Yeah, I remember at least three times in the new Who with destroyed sonic screwdrivers. (And I'm trying to recall the events of The Big Bang: did the Sonic Screwdriver go with Rory, and thus, like Marvin the Android is substantially older than the Doctor?)

Oh well, worse has happened.


----------



## Philosofy (Feb 21, 2000)

kaszeta said:


> Yeah, I remember at least three times in the new Who with destroyed sonic screwdrivers. (And I'm trying to recall the events of The Big Bang: did the Sonic Screwdriver go with Rory, and thus, like Marvin the Android is substantially older than the Doctor?)
> 
> Oh well, worse has happened.


But the software was backed up to the cloud...


----------



## TonyD79 (Jan 4, 2002)

Philosofy said:


> But the software was backed up to the cloud...


iSonic


----------



## Raisltin Majere (Mar 13, 2004)

So Smith is #13, it seems

I don't think this contains spoilers

http://www.bbcamerica.com/anglophenia/2013/11/steven-moffat-adds-twists-regeneration-riddle/


----------



## Gerryex (Apr 24, 2004)

Malcontent said:


> FYI,
> 
> Today the BBC also aired a 75 minute special written and directed by Peter Davison. It's about 30 minutes long. It available via magical means.
> 
> ...


This was ABSOLUTELY HILARIOUS!!! I haven't laughed so much in a long time. I love it when a long running franchise can make fun of itself.
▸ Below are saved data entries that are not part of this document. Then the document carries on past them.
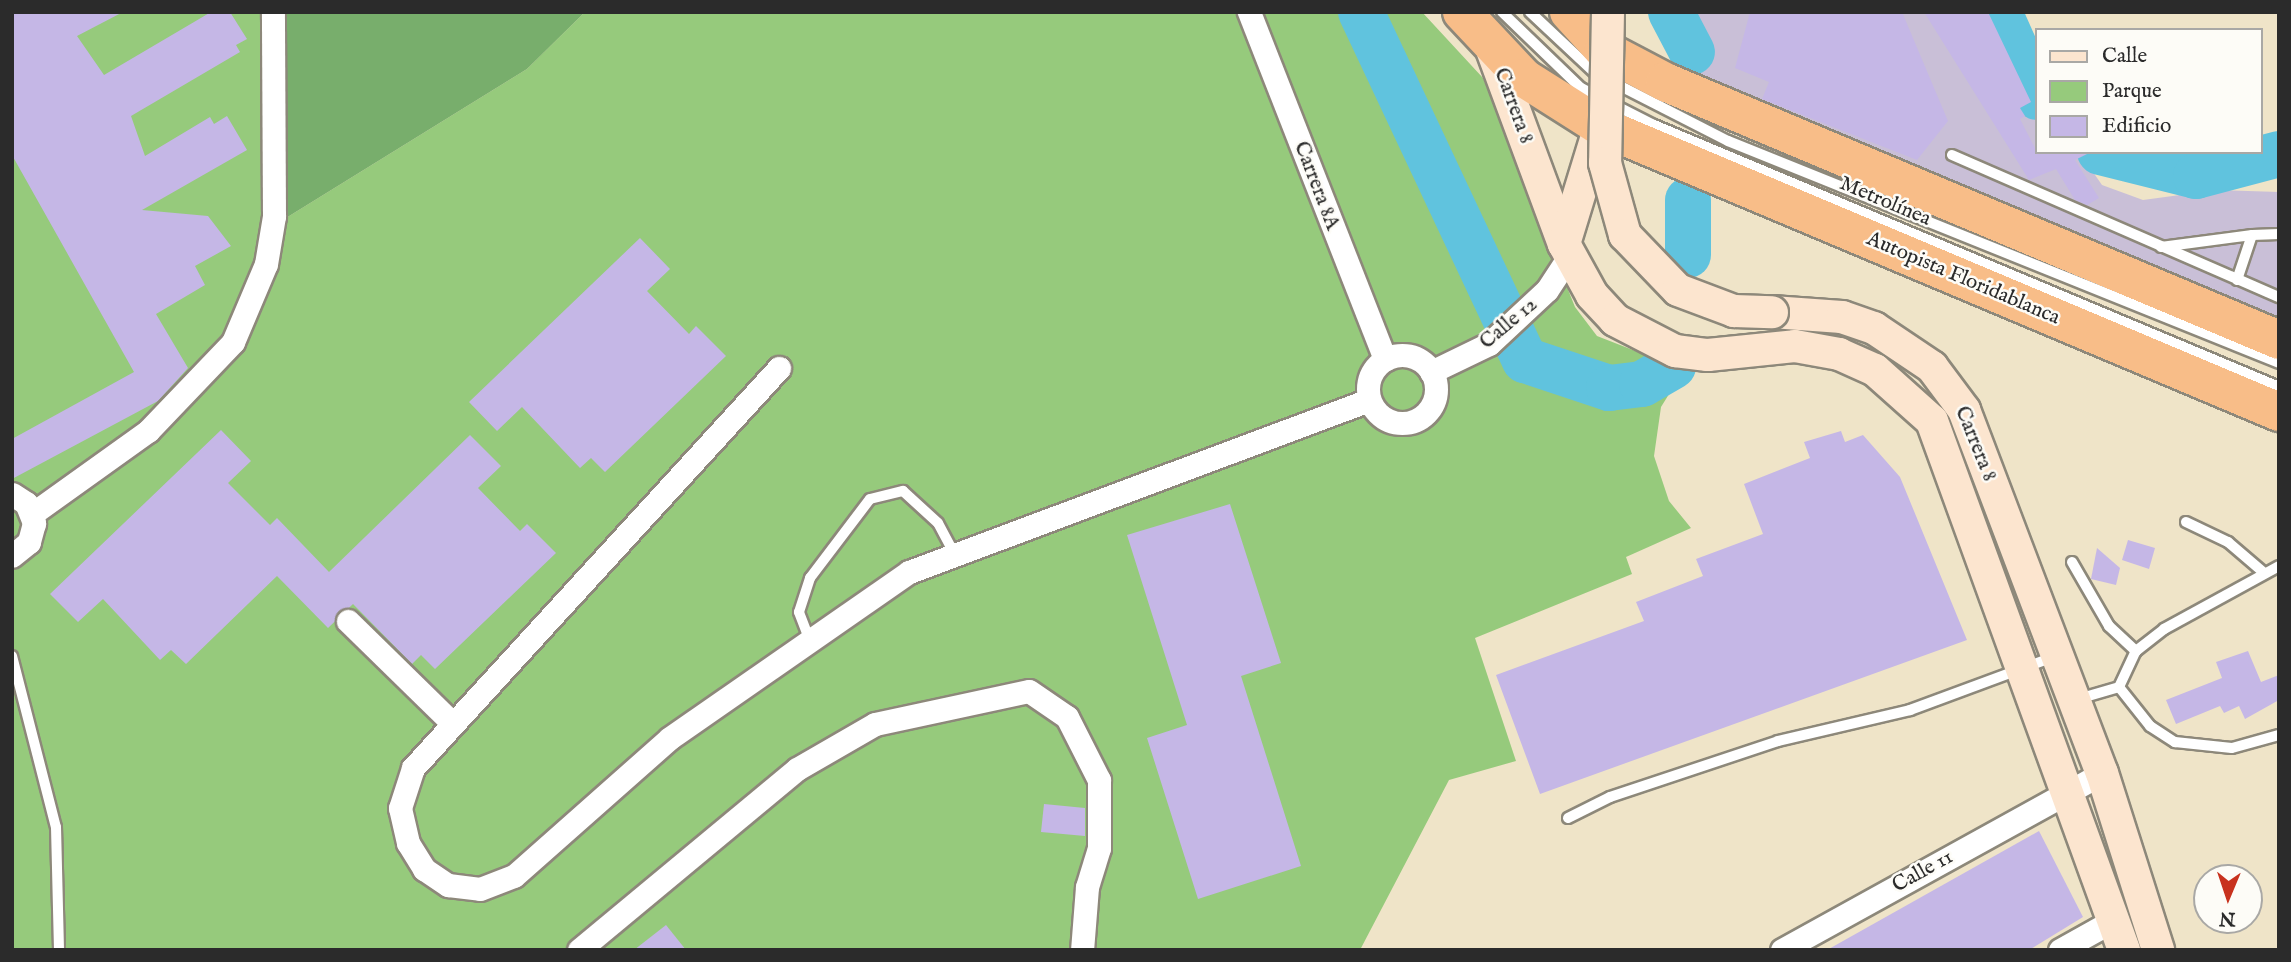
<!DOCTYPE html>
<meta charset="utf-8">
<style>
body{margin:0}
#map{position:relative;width:2291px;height:962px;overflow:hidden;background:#efe4c8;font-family:"IM FELL English",serif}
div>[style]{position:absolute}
.industrial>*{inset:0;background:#c9bfd7}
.green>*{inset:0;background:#96ca7c}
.forest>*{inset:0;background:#78ae6c}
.river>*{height:46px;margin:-23px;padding:0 23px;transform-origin:23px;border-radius:23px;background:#60c3de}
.building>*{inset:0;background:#c5b7e6}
.roads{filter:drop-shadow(2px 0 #8d887a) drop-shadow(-2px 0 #8d887a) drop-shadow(0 2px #8d887a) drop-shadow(0 -2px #8d887a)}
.lane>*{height:10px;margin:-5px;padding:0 5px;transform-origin:5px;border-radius:5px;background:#fff}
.street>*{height:23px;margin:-11.5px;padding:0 11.5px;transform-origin:11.5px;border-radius:11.5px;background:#fff}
.street>.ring{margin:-11.5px;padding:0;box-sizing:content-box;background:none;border:23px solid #fff;border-radius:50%}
.secondary>*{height:32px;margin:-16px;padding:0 16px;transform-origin:16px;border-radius:16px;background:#fce5cf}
.highway>*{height:38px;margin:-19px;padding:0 19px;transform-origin:19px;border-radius:19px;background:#f8bd88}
.bridges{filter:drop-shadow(2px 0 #8d887a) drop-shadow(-2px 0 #8d887a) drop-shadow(0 2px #8d887a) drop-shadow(0 -2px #8d887a)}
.secondary-bridge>*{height:32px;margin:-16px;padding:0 16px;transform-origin:16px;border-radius:16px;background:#fce5cf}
span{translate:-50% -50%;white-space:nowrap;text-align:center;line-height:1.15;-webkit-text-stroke:5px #fdfcf7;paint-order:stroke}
.street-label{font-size:21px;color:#2b2b2b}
.frame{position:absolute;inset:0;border:14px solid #2b2b2b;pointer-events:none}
.legend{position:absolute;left:2035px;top:28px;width:228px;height:126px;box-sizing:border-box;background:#fdfcf7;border:2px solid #a9a8a5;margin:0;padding:9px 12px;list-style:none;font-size:21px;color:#2b2b2b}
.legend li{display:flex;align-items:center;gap:14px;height:35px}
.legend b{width:35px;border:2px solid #a9a8a5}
.north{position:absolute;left:2193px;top:864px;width:70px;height:70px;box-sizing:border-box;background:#fdfcf7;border:2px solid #a9a8a5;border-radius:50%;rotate:182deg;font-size:19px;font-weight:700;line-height:28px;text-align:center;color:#2b2b2b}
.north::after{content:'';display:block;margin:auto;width:24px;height:32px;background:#c8321e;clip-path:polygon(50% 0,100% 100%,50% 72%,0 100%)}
</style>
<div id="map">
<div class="industrial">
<div style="clip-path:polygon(1671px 12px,1999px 12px,2037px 97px,2037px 152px,2079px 152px,2102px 185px,2143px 200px,2217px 190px,2279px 192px,2279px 325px,1691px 78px,1692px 52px)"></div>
</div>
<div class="green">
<div style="clip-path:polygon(12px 12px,276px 12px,286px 218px,527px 69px,585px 12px,1422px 12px,1483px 78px,1575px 307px,1597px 336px,1684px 370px,1661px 407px,1654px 456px,1669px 501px,1691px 528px,1626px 557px,1632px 574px,1475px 638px,1516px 761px,1449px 780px,1360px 950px,12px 950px)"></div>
</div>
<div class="forest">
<div style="clip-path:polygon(276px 12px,585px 12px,527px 69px,286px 218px)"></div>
</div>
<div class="river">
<div style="left:1361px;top:12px;width:385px;rotate:64.8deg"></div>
<div style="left:1525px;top:360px;width:89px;rotate:18.4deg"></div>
<div style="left:1609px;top:388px;width:33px;rotate:-7deg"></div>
<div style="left:1642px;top:384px;width:36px;rotate:-30deg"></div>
<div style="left:1671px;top:12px;width:45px;rotate:62.3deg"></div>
<div style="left:1999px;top:12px;width:93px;rotate:65.9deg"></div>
<div style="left:2100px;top:152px;width:99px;rotate:14deg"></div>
<div style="left:2196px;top:176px;width:86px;rotate:-14.8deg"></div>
<div style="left:1688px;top:255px;width:55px;rotate:-90deg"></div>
</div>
<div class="building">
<div style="clip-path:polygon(12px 12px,123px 12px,77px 36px,104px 75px,211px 12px,230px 12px,247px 39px,236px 45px,240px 52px,131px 116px,145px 156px,210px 117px,214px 124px,227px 116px,247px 150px,142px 210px,208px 216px,231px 246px,195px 266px,205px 285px,156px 314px,188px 368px,158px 401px,12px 479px,12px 439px,134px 372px,12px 155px)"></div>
<div style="clip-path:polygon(1750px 12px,1902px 12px,1948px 121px,1917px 160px,1762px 99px,1769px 82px,1735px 68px)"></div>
<div style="clip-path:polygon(1924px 12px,1988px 12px,2031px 102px,2020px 108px,2025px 116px,2020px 119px,2037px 152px,2091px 152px,2075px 160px,2099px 198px,2087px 205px,2075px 200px,2056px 169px,2029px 180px)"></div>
<div style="clip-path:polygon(640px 238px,670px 269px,647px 291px,689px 334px,696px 326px,726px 356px,605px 472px,591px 458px,580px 468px,522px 407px,497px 431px,469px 402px)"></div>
<div style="clip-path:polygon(221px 430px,251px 461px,228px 483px,270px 525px,277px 518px,329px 572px,470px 435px,501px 466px,478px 488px,520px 531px,527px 524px,556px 553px,435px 669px,421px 655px,412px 664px,353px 604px,328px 628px,277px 576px,186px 664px,171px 650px,160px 660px,103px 599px,78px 622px,50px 594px)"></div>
<div style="clip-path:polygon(1841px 431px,1845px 442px,1863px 435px,1900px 477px,1967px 640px,1540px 794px,1496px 675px,1644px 621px,1636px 602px,1703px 576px,1696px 559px,1763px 534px,1744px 484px,1810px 458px,1804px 442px)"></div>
<div style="clip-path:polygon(1230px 504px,1281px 663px,1241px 676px,1301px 866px,1198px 899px,1147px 738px,1187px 725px,1127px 535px)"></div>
<div style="clip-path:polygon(2128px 540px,2155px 548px,2149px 569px,2122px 560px)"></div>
<div style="clip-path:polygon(2097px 548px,2120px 568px,2116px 585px,2091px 579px)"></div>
<div style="clip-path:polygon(2248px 651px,2261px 682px,2279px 675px,2279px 700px,2245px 719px,2239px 706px,2224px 713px,2220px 706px,2176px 724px,2166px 700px,2222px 678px,2216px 662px)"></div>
<div style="clip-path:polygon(1044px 804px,1085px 808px,1085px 836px,1041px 832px)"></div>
<div style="clip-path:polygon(2039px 831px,2083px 917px,2029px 950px,1827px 950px)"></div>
<div style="clip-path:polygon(666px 925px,686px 950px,634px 950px)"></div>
</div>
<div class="roads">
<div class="lane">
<div style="left:1502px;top:12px;width:110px;rotate:43.9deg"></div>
<div style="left:1581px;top:88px;width:82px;rotate:26.9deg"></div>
<div style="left:1654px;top:125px;width:678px;rotate:22.74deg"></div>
<div style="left:1530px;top:12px;width:89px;rotate:43.2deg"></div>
<div style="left:1595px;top:73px;width:149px;rotate:27.1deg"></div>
<div style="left:1728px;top:141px;width:594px;rotate:21.94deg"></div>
<div style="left:1952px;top:155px;width:357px;rotate:23.5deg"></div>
<div style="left:2161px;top:247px;width:92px;rotate:-7.5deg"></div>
<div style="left:2237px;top:280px;width:47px;rotate:-71.6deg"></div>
<div style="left:2252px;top:235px;width:27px;rotate:-2deg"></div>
<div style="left:2186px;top:522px;width:47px;rotate:25.5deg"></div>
<div style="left:2228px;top:542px;width:45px;rotate:40.5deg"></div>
<div style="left:2072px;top:562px;width:74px;rotate:60deg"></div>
<div style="left:2109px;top:626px;width:37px;rotate:43deg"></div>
<div style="left:810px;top:641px;width:31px;rotate:-111deg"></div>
<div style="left:799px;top:612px;width:36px;rotate:-72deg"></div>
<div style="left:810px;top:578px;width:99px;rotate:-52.8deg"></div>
<div style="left:870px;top:499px;width:34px;rotate:-14deg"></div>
<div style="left:903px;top:491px;width:47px;rotate:42.4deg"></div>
<div style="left:938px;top:523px;width:32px;rotate:62deg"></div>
<div style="left:12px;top:656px;width:177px;rotate:75.6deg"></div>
<div style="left:56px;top:827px;width:123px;rotate:88.6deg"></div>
<div style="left:2119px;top:687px;width:40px;rotate:-65deg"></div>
<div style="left:2136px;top:651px;width:36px;rotate:-38deg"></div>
<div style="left:2164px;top:629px;width:131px;rotate:-28.7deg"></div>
<div style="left:2119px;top:687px;width:50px;rotate:51.5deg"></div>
<div style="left:2150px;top:726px;width:30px;rotate:33deg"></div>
<div style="left:2175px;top:742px;width:57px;rotate:6deg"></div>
<div style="left:2232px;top:748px;width:49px;rotate:-15.5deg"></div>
<div style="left:2078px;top:699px;width:43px;rotate:-16.3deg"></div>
<div style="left:1568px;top:818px;width:47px;rotate:-26.6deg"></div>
<div style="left:1610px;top:797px;width:177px;rotate:-18.4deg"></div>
<div style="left:1778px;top:741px;width:136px;rotate:-13.2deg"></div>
<div style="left:1910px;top:710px;width:156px;rotate:-20.3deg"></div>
</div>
<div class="street">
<div style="left:1249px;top:12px;width:373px;rotate:68.6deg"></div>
<div class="ring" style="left:1368px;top:355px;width:45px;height:45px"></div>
<div style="left:779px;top:368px;width:542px;rotate:132.46deg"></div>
<div style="left:413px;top:768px;width:42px;rotate:108deg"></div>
<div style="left:400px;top:808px;width:36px;rotate:77deg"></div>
<div style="left:408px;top:843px;width:31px;rotate:58deg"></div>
<div style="left:424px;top:869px;width:29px;rotate:34deg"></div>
<div style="left:448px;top:885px;width:32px;rotate:7deg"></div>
<div style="left:480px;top:889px;width:36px;rotate:-21deg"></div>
<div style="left:514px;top:876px;width:208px;rotate:-41.5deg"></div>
<div style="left:670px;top:738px;width:291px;rotate:-34.8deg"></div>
<div style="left:909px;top:572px;width:491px;rotate:-20.5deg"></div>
<div style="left:1431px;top:372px;width:64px;rotate:-25.8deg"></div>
<div style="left:1489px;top:344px;width:79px;rotate:-43deg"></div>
<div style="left:1547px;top:290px;width:42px;rotate:-56.7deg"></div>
<div style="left:12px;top:494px;width:17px;rotate:33deg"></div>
<div style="left:26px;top:503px;width:22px;rotate:68deg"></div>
<div style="left:34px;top:523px;width:20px;rotate:105deg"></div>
<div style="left:29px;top:542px;width:22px;rotate:141deg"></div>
<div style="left:32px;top:514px;width:143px;rotate:-35.6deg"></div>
<div style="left:148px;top:431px;width:123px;rotate:-46.3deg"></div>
<div style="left:233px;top:342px;width:85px;rotate:-67.1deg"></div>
<div style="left:266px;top:264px;width:49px;rotate:-80.5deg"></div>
<div style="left:274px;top:216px;width:204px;rotate:-90.3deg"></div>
<div style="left:348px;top:621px;width:147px;rotate:44.4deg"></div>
<div style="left:579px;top:950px;width:283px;rotate:-39.7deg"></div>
<div style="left:797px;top:769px;width:90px;rotate:-30deg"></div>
<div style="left:875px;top:724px;width:157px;rotate:-12.1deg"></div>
<div style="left:1029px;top:691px;width:46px;rotate:34.4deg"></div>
<div style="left:1067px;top:717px;width:71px;rotate:63.1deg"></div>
<div style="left:1099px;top:780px;width:68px;rotate:90deg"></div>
<div style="left:1099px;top:848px;width:41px;rotate:107.1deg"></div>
<div style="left:1087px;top:887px;width:63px;rotate:94.5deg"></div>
<div style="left:1782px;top:950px;width:366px;rotate:-28.9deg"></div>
<div style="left:2060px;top:950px;width:62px;rotate:-29.1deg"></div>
</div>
<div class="secondary">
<div style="left:1491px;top:47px;width:210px;rotate:69.7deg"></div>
<div style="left:1564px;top:244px;width:58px;rotate:61.2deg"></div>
<div style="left:1592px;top:295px;width:34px;rotate:47deg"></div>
<div style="left:1615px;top:320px;width:68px;rotate:27.3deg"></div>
<div style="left:1675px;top:351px;width:33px;rotate:7deg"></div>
<div style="left:1708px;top:355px;width:87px;rotate:-5.9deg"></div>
<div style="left:1795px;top:346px;width:45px;rotate:10.3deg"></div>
<div style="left:1839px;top:354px;width:39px;rotate:24deg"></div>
<div style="left:1875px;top:370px;width:76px;rotate:41.8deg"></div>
<div style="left:1932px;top:421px;width:563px;rotate:70.05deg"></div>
<div style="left:1564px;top:244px;width:123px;rotate:-73deg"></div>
<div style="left:1772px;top:312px;width:70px;rotate:4.1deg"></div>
<div style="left:1842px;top:317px;width:34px;rotate:19deg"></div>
<div style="left:1874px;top:328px;width:70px;rotate:33.9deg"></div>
<div style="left:1932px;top:367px;width:54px;rotate:53.3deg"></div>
<div style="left:1964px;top:410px;width:388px;rotate:69.2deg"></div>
<div style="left:2102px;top:773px;width:186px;rotate:72.4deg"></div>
</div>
<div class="highway">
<div style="left:1462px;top:12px;width:91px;rotate:46.8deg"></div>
<div style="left:1524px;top:78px;width:90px;rotate:32.3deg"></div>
<div style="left:1600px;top:126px;width:737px;rotate:22.84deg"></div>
<div style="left:1569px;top:12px;width:52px;rotate:47.4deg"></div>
<div style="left:1604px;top:50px;width:69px;rotate:27.7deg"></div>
<div style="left:1665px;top:82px;width:666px;rotate:22.79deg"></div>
</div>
</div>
<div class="bridges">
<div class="secondary-bridge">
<div style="left:1608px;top:12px;width:151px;rotate:91.1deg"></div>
<div style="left:1605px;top:163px;width:75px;rotate:74.5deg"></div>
<div style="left:1625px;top:235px;width:76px;rotate:46.1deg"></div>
<div style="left:1678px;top:290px;width:60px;rotate:20.6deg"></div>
<div style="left:1734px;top:311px;width:38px;rotate:2deg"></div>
</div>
</div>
<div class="street-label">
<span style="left:1513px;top:106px;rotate:70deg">Carrera 8</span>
<span style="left:1316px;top:186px;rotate:69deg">Carrera 8A</span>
<span style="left:1885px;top:202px;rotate:23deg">Metrolínea</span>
<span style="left:1963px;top:279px;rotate:23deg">Autopista Floridablanca</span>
<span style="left:1509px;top:324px;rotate:-40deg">Calle 12</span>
<span style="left:1975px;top:444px;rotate:68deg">Carrera 8</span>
<span style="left:1923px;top:872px;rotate:-29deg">Calle 11</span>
</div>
<div class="frame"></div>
<ul class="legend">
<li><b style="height:9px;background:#fce5cf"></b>Calle</li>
<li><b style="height:19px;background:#96ca7c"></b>Parque</li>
<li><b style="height:19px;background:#c5b7e6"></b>Edificio</li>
</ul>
<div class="north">N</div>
</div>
Of course it would have been great if some of them were actually in the 50th anniversary episode but this was at least a decent door prize!!!

Gerry


----------



## cstelter (Mar 18, 2002)

Raisltin Majere said:


> So Smith is #13, it seems
> 
> I don't think this contains spoilers
> 
> http://www.bbcamerica.com/anglophenia/2013/11/steven-moffat-adds-twists-regeneration-riddle/


I talk about the 'let's kill hitler' ep here in conjunction with the above article.


Spoiler



This makes sense-- I had theorized about this in another thread. When River killed him in 'Let's Killl Hitler' he's dying and and asks the tardis interface (Amelia Pond) about his prognosis. Her answer is "you will be dead in 31 minutes (or whatever, I'm going off memory). He says "welll I'll just regenerate" and she replies "regeneration disabled". That's it, he doesn't question it.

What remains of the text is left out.